De par son parcours et sa formation intellectuelle, Emmanuel Macron ressemble assez à son électorat de premier tour. Il est à l’aise avec un monde ouvert, qui pour lui est plus synonyme d’opportunités que de menaces ou de contraintes. Son logiciel alloue à l’économique une place centrale et les questions identitaires et migratoires apparaissaient comme secondaires. Dans l’enquête électorale de l’IFOP réalisée lors du premier tour, il est ainsi frappant de constater que l’item de la lutte contre l’immigration clandestine arrivait en dernière place (parmi une liste de 14 items !) dans la hiérarchie des préoccupations des électeurs d’Emmanuel Macron.

Or l’accession du candidat d’En Marche ! à la présidence de la République l’a manifestement contraint à adapter sa grille de lecture. Qu’il s’agisse d’antiterrorisme ou de flux migratoires, on a le sentiment que le locataire de Beauvau, Gérard Collomb, aux premières loges pour appréhender l’ampleur et l’acuité de ces défis, a briefé son jeune patron.

Enfin, votre livre montre l’importance de l’appartenance ethnico-culturelle. Le rejet de l’immigration et du multiculturalisme, ainsi que la peur des minorités a joué un rôle important dans le vote pour Trump, pour le FN ou en faveur du Brexit. Les minorités, pourtant souvent précaires elles-aussi, ont plus tendance à voter avec les tenants de l’ouverture et du néolibéralisme. Des personnalités comme Bernie Sanders ou Jean-Luc Mélenchon, critiques du libre-échange et refusant tout identitarisme ont-elles des chances de renverser la donne ? Un “populisme de gauche” pourrait-il réunir les classes populaires, par-delà les appartenances ethnico-culturelles ?

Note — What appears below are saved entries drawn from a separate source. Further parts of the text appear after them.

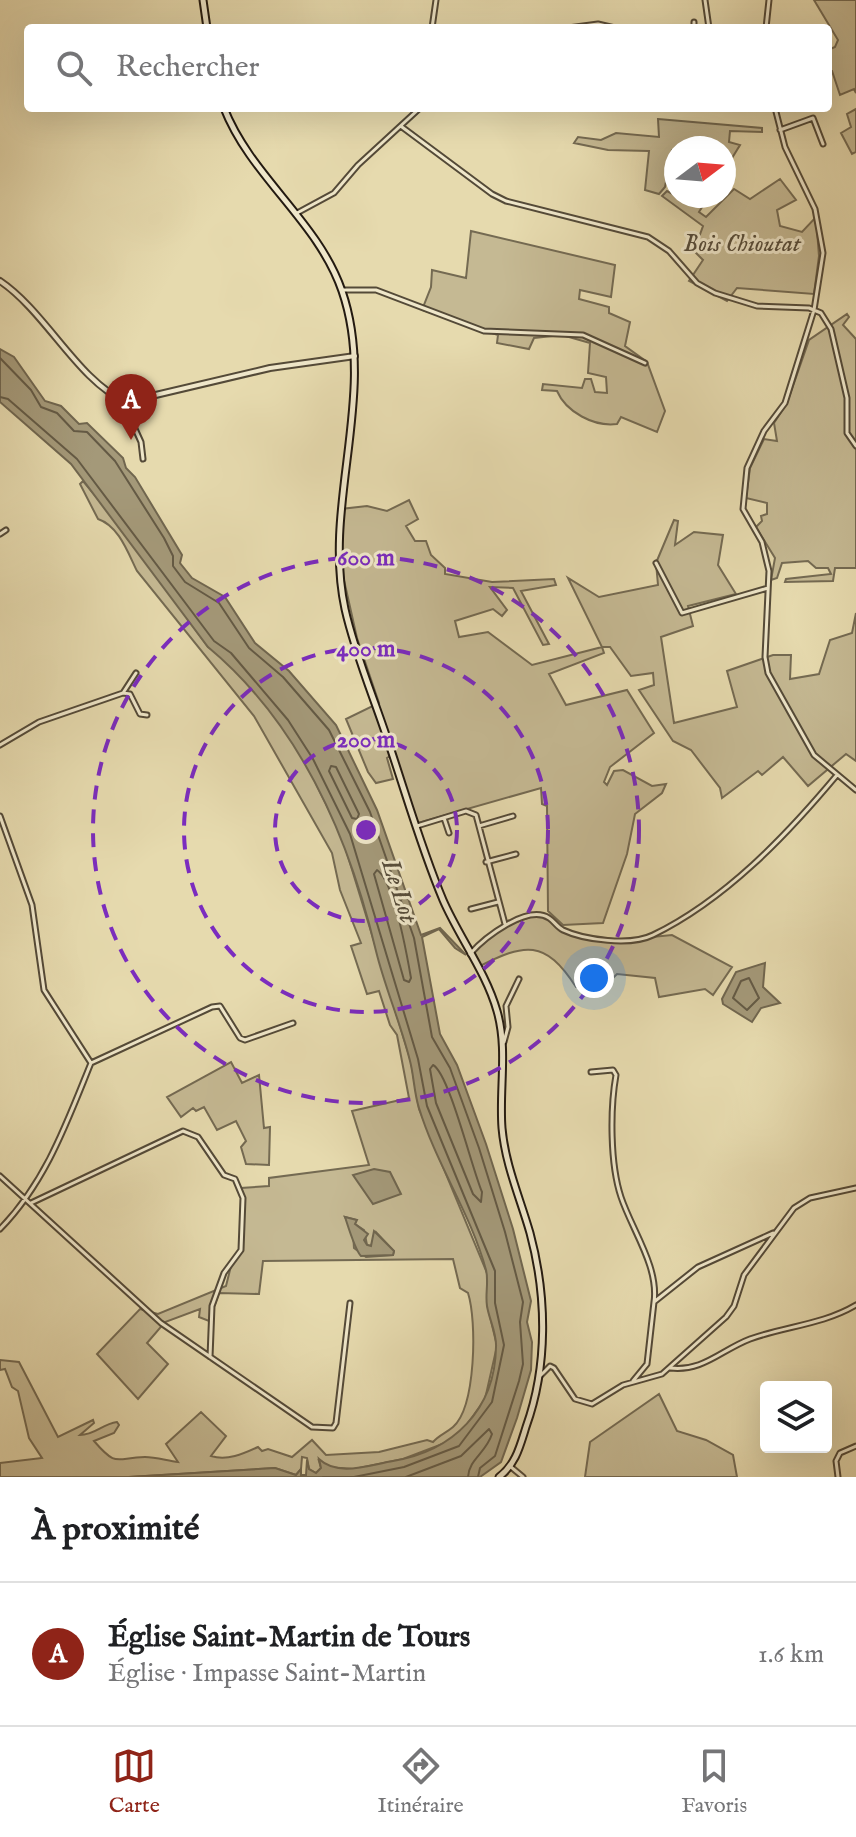 <!DOCTYPE html>
<html lang="fr">
<meta charset="utf-8">
<style>
:root{--surface:#fff;--page:#f2f2f2;--text:#202124;--muted:#757577;--line:#e0e0e0;--accent:#8f2418}
body{margin:0;font-family:"IM FELL English",serif;background:var(--page);color:var(--text)}
.controls{position:absolute;right:24px;bottom:24px;display:grid;overflow:hidden;border-radius:8px;box-shadow:0 8px 32px #0002}
.controls button{width:72px;height:72px;display:grid;place-items:center;padding:0;border:0;border-bottom:2px solid var(--line);background:var(--surface);color:var(--text);font:40px sans-serif}
.compass{position:absolute;left:664px;top:136px;width:72px;height:72px;border-radius:50%;background:var(--surface);box-shadow:0 8px 32px #0002;rotate:74deg}
.you{position:absolute;left:594px;top:978px;width:28px;height:28px;margin:-20px;border:6px solid #fff;border-radius:50%;background:#1a73e8;box-shadow:0 0 0 12px #1a73e833}
.badge{display:grid;place-items:center;width:52px;height:52px;border-radius:50%;background:var(--accent);color:#fff;font-size:26px;font-weight:700}
.pin{position:absolute;translate:-50% -66px;filter:drop-shadow(0 2px 4px #0008)}
.pin::after{content:'';position:absolute;top:42px;width:28px;height:24px;background:inherit;clip-path:polygon(0 0,100% 0,50% 100%)}
.list{margin:0;padding:0;list-style:none}
h2{display:flex;justify-content:space-between;align-items:center;height:104px;margin:0;padding:0 32px;font-size:34px}
h2 small{font-size:26px;font-weight:400;color:var(--muted)}
.list li{display:grid;grid-template-columns:52px 1fr auto;gap:24px;align-items:center;box-sizing:border-box;height:144px;padding:0 32px;border-top:2px solid var(--line)}
.list b{display:block;font-size:30px;white-space:nowrap}
.list p{margin:0;font-size:26px;white-space:nowrap;color:var(--muted)}
.list em{font-size:26px;font-style:normal;color:var(--muted)}
.icon{flex:none;width:44px;height:44px;fill:none;stroke:currentColor;stroke-width:2;stroke-linecap:round;stroke-linejoin:round}
.map{position:relative;flex:none;width:856px;height:1477px;overflow:hidden}
.search{position:absolute;background:var(--surface);box-shadow:0 8px 32px #0002;left:24px;right:24px;top:24px;height:88px;display:flex;align-items:center;gap:20px;box-sizing:border-box;padding:0 28px;border-radius:8px;color:var(--muted);font-size:30px}
.sheet{height:248px;background:var(--surface)}
nav{display:flex;justify-content:space-around;align-items:center;box-sizing:border-box;height:112px;border-top:2px solid var(--line);background:var(--surface);font-size:22px;color:var(--muted)}
nav a{display:grid;justify-items:center;gap:4px}
nav .on{color:var(--accent)}
.map>svg:first-child{display:block}
.green{fill:#c5b993;stroke:#746a52;stroke-width:2;fill-rule:evenodd}
.water{fill:#a49979;stroke:#70664f;stroke-width:2}
.lines{fill:none;stroke-linecap:round;stroke-linejoin:round}
.shore{stroke:#645a45;stroke-width:2}
.minor-casing{stroke:#544a38;stroke-width:7}
.tertiary-casing{stroke:#544a38;stroke-width:8}
.secondary-casing{stroke:#231a11;stroke-width:9}
.minor{stroke:#efe7ca;stroke-width:3}
.tertiary{stroke:#efe7ca;stroke-width:4}
.secondary{stroke:#efe7ca;stroke-width:5}
.ring{fill:none;stroke:#7b2cbf;stroke-width:4;stroke-dasharray:14 10}
.labels{text-anchor:middle;dominant-baseline:central;stroke-width:6;stroke-linejoin:round;paint-order:stroke}
.park-label{font-size:24px;font-style:italic;fill:#544a38;stroke:#efe7ca}
.water-label{font-size:26px;font-style:italic;fill:#574d3b;stroke:#efe7ca}
.centre{fill:#7b2cbf;stroke:#efe7ca;stroke-width:4}
.ring-label{font-size:24px;text-anchor:middle;font-weight:bold;fill:#7b2cbf;stroke:#efe7ca;stroke-width:6;stroke-linejoin:round;paint-order:stroke}
</style>
<div class="map">
<svg width="856" height="1477" viewBox="0 0 856 1477">
<rect width="100%" height="100%" fill="#e6daae"/>
<filter id="stains"><feTurbulence type="fractalNoise" baseFrequency=".0025" numOctaves="4"/><feColorMatrix values="0 0 0 0 .2 0 0 0 0 .09 0 0 0 0 .02 0 0 0 .5 -.17"/></filter>
<radialGradient id="worn" r=".72"><stop offset=".6" stop-color="#630" stop-opacity="0"/><stop offset="1" stop-color="#630" stop-opacity=".3"/></radialGradient>
<path class="green" d="M814,0H856V93L854,89L840,95L832,71H828V50L835,47L838,40Z
M856,109V152L852,154L841,133L851,127L847,114Z
M658,119L762,128V132L730,131L729,142L740,145L724,171V148L672,150L665,187L659,194L645,190L649,151L608,150L574,143L578,137L601,140L616,133L659,137Z
M780,179L796,200L777,210L780,226L802,232L816,217L819,256L814,294L737,288L727,301L689,281L703,260L694,251L703,226L662,196L667,191L682,199L683,196H709L699,212L706,217L734,189L750,199Z
M471,231L615,265L611,297L580,290L579,299L609,307V313L630,322L625,346L647,362L665,411L657,432L621,417L617,424C594,427 566,412 557,391L542,390L543,384L582,388L585,379H591L595,392L607,393L606,377L588,373L590,343L562,335L534,338L529,349L497,343L498,335L422,310L431,287L432,270L466,278Z
M847,314L849,317L843,325L856,339V568H835L833,581L785,582L786,579L831,574L828,568H816L808,561L782,563L777,578L771,580L775,558L756,527L762,521L761,516L767,514V503L746,498L750,468L764,439L777,441L774,423L787,403L809,340Z
M83,481L124,530L208,647L226,659L282,724L306,763L342,837L411,1062L419,1109L487,1273V1304L497,1346L485,1399L466,1426L453,1440L403,1459L354,1469L327,1467L319,1461L321,1468L316,1473L309,1469L307,1458L302,1457L301,1469L296,1475L275,1468L129,1477H0V1463L42,1458L29,1438L18,1391L12,1387L5,1369L0,1370V1360L19,1362L58,1437L93,1420L94,1423L80,1435C95,1435 102,1424 117,1422L119,1425L114,1433L94,1441C118,1469 116,1457 145,1457C156,1457 168,1461 178,1462L166,1444L201,1412L226,1436L211,1456C227,1461 243,1454 258,1447L262,1451L268,1449L292,1457L312,1440L326,1455L379,1452L427,1440L433,1442C439,1435 446,1433 453,1427C476,1407 477,1321 468,1293L460,1288L453,1259L263,1261L259,1294L219,1293L209,1321L199,1317L200,1309L165,1322L147,1343L168,1364L138,1399L97,1354L140,1309L158,1314L226,1286L231,1266L241,1252V1188L269,1186V1178L369,1165L352,1111L409,1098L397,1035L390,1025L379,991L367,994L351,946L361,943L340,890L332,853L254,716L137,571C128,553 119,526 98,519L80,484ZM345,1217L356,1220L355,1224L364,1230L367,1245L371,1246L376,1232L394,1251L393,1255L366,1257L354,1248L353,1232Z
M409,500L418,519L406,526L415,541H426L431,555L445,568V574L492,582L554,579L556,585L521,591L549,644L543,645L513,588L490,587L507,610L502,616L493,609L455,621L459,637L488,632L532,665L602,647L568,578L599,597L658,585L656,563L674,520L678,521L675,545L694,532L723,535L718,565L736,594L688,606L693,626L661,637L674,723L737,707L727,671L773,655H791L790,679L819,674L830,640L852,633L856,613V761L846,754L808,786L783,757L762,775L758,771L722,798L720,788L691,750L673,741L639,690L654,685L653,673L631,676L610,647H602L604,653L549,674L566,705L627,690L654,733L610,767L604,782L607,785L614,771L623,770L652,786L666,784L662,793L635,814L627,854L603,923L563,925L548,911L547,806L542,804L541,788L418,823L394,754L387,758L393,779L376,783L368,772L346,719L379,703L357,638L339,558L341,509L367,506L387,511Z
M537,915L550,918L561,930L586,936L622,940L672,935L732,967L713,995L705,989L659,997L655,978L617,974L611,980L576,987C545,939 525,943 478,967L470,954C491,930 508,924 537,915Z
M231,1062L242,1083L259,1075L264,1128L270,1127L269,1165L246,1164L241,1147L246,1141L236,1121L217,1130L204,1107L196,1111L193,1108L181,1117L167,1097Z
M659,1394L677,1431L706,1440L733,1455L737,1477H585L590,1442Z"/>
<path class="water" d="M0,349L14,357L45,401L61,406L79,424L87,423L123,458L126,468L135,477L182,555L180,563L192,578L225,597L255,643L289,671L336,725L377,810L421,935L440,928L466,955L455,948L439,929L422,937L440,1034L457,1065L486,1144L513,1229L531,1301L527,1322L532,1342L531,1370L517,1418L501,1462L480,1477H129L275,1468L296,1475L301,1469V1475H306L307,1460L309,1469L316,1473L321,1468L319,1459C338,1477 369,1465 393,1461C453,1451 495,1410 496,1347C497,1334 489,1319 487,1306C485,1294 489,1281 486,1270C471,1214 436,1164 419,1108C414,1093 414,1076 410,1061C401,1024 385,988 376,951C349,837 299,723 208,647L71,464L0,402Z
M765,963L763,987L780,1003L761,1008L752,1022L723,1004L722,999L736,972Z
M374,1169L390,1172L401,1194L373,1204L353,1175Z
M345,1217L357,1220L355,1224L368,1234L364,1240L367,1245L371,1246L374,1231L394,1251L393,1255L361,1256C355,1250 348,1226 345,1217Z"/>
<g class="lines">
<path class="shore" d="M0,358L31,390L41,407L57,413L74,431L87,432L115,461L164,538L173,556V566L185,582L219,603L249,648L283,677L329,730L370,812L414,938L432,1037L450,1068L479,1148L505,1232L523,1302L520,1322L523,1364L519,1381L495,1456L480,1468L478,1477
M0,397L8,399L77,459L214,641L231,653L288,720L313,759L350,834L418,1059L427,1106L495,1271V1303L504,1345L492,1402L459,1446L404,1467L354,1477H323
M331,766L336,767L359,814L357,819L352,818L329,771Z
M377,870C394,881 407,955 411,978L409,982L404,980L374,874Z
M749,978L759,998L747,1010L733,998L741,981Z
M433,1065C449,1073 472,1169 482,1192L481,1202L473,1194L436,1103L430,1069Z
M406,1477L461,1456L489,1429L492,1434C486,1453 469,1459 468,1477"/>
<defs>
<path id="minor" d="M705,0L709,28
M694,22V28
M432,28L436,0
M568,28L598,24L615,28
M766,28L769,0
M775,108L785,147L815,209L823,253L814,310L785,403L764,431L747,468L743,509L762,542L769,571L765,657L768,673L814,755L856,790
M402,127L492,194L506,201L648,237L669,251L697,283L715,293L757,306L809,308L821,313L831,329L847,398V433L856,446
M780,130L813,118L823,144
M297,213L334,193L358,165L420,108
M342,290H376L484,331L583,335L645,363
M122,400L141,442L143,459
M0,534L6,530
M656,563L682,613L768,588
M123,693L136,673
M0,745L39,722L123,693L130,694L140,714L147,715
M0,816L32,905L44,990L91,1063
M444,818L449,833
M417,826L466,811L476,815L505,924
M479,826L513,816
M486,862L516,854
M471,909L498,902
M470,954C484,938 527,904 549,918C554,921 557,927 563,930C584,940 631,946 653,935C725,900 786,836 837,775
M504,1042L508,1027L506,1006L519,979
M91,1063L212,1007L220,1006L240,1038L245,1040L293,1023
M591,1072L613,1070L616,1075C610,1109 610,1164 621,1197C632,1230 659,1267 654,1302
M0,1176L161,1323L312,1427L333,1428L336,1423L350,1303
M31,1203L183,1131L198,1137L224,1175L235,1179L243,1198L241,1250L224,1273L212,1306L210,1357
M0,1229C46,1182 67,1122 91,1063
M670,1368C703,1372 721,1350 750,1339C786,1326 822,1325 856,1305
M541,1375L550,1366L554,1368L575,1399L592,1404L623,1385L662,1374L726,1317L734,1306L744,1275L794,1208L810,1198L856,1188
M633,1381L647,1364L654,1302L698,1267L773,1233
M511,1467L523,1477
M838,1477L836,1461L840,1453L856,1446"/>
<path id="tertiary" d="M0,281C46,312 78,381 126,402L270,368L355,356"/>
<path id="secondary" d="M203,0L207,28
M224,108C251,177 318,221 342,291C378,395 322,503 345,609C355,654 374,698 388,741C406,794 421,848 443,900C459,937 486,972 497,1011C508,1049 499,1089 502,1128C505,1164 520,1198 530,1233C547,1296 548,1366 526,1427C520,1446 516,1464 499,1477"/>
</defs>
<use href="#minor" class="minor-casing"/>
<use href="#tertiary" class="tertiary-casing"/>
<use href="#secondary" class="secondary-casing"/>
<use href="#minor" class="minor"/>
<use href="#tertiary" class="tertiary"/>
<use href="#secondary" class="secondary"/>
</g>
<g class="ring">
<circle cx="366" cy="830" r="91"/>
<circle cx="366" cy="830" r="182"/>
<circle cx="366" cy="830" r="273"/>
</g>
<g class="labels">
<g class="park-label">
<text x="742" y="244">Bois Chioutat</text>
</g>
<g class="water-label">
<text transform="translate(399 891) rotate(72)">Le Lot</text>
</g>
</g>
<circle cx="366" cy="830" r="12" class="centre"/>
<g class="ring-label">
<text x="366" y="565">600 m</text>
<text x="366" y="656">400 m</text>
<text x="366" y="747">200 m</text>
</g>
<rect width="100%" height="100%" filter="url(#stains)"/>
<rect width="100%" height="100%" fill="url(#worn)"/>
</svg>
<div class="controls">
<button><svg class="icon" aria-label="layers" viewBox="0 0 24 24"><path d="M12 4l9 5-9 5-9-5zM3 14l9 5 9-5"/></svg></button>
</div>
<svg class="compass" viewBox="-18 -18 36 36"><path d="M0-13l5 13h-10z" fill="#e53935"/><path d="M0 13l5-13h-10z" fill="#757577"/></svg>
<div class="you"></div>
<div class="pin badge" style="left:131px;top:440px">A</div>
<div class="search"><svg class="icon" aria-label="search" viewBox="0 0 24 24"><circle cx="10" cy="10" r="6"/><path d="M15 15l6 6"/></svg>Rechercher</div>
</div>
<section class="sheet">
<h2>À proximité<small></small></h2>
<ul class="list">
<li><span class="badge">A</span><div><b>Église Saint-Martin de Tours</b><p>Église · Impasse Saint-Martin</p></div><em>1.6 km</em></li>
</ul>
</section>
<nav>
<a class="on"><svg class="icon" aria-label="map" viewBox="0 0 24 24"><path d="M3 6l6-2 6 2 6-2v14l-6 2-6-2-6 2zM9 4v14M15 6v14"/></svg>Carte</a>
<a><svg class="icon" aria-label="directions" viewBox="0 0 24 24"><path d="M12 3l9 9-9 9-9-9zM9 14v-3h6M13 9l2 2-2 2"/></svg>Itinéraire</a>
<a><svg class="icon" aria-label="saved" viewBox="0 0 24 24"><path d="M7 4h10v16l-5-4-5 4z"/></svg>Favoris</a>
</nav>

On a vu en Espagne que l’offre d’un “populisme de gauche” a permis à Podemos de réaliser un score important. Mais il faut rappeler que le contexte espagnol était très particulier avec une crise ayant très durement frappée la population. Autre différence majeure : la mémoire de l’expérience franquiste a, pour l’heure, bloqué tout développement d’un courant national-populiste. La situation politique et sociologique est toute autre de ce côté des Pyrénées. Le FN, en dépit de l’affaiblissement de l’image de Marine Le Pen, est durablement enraciné dans notre pays et notamment dans toute une partie des catégories populaires. Si ces milieux peuvent être sensibles à un discours social et à un “populisme de gauche” fustigeant “l’oligarchie financière”, la société française est désormais de facto une société muticulturelle. Hors le muticulturalisme génère une insécurité culturelle principalement dans les quartiers et les catégories populaires. Sans prise en compte de cette dimension, il sera très difficile aux tenants français d’un “populisme de gauche” de rallier une majorité de l’électorat populaire.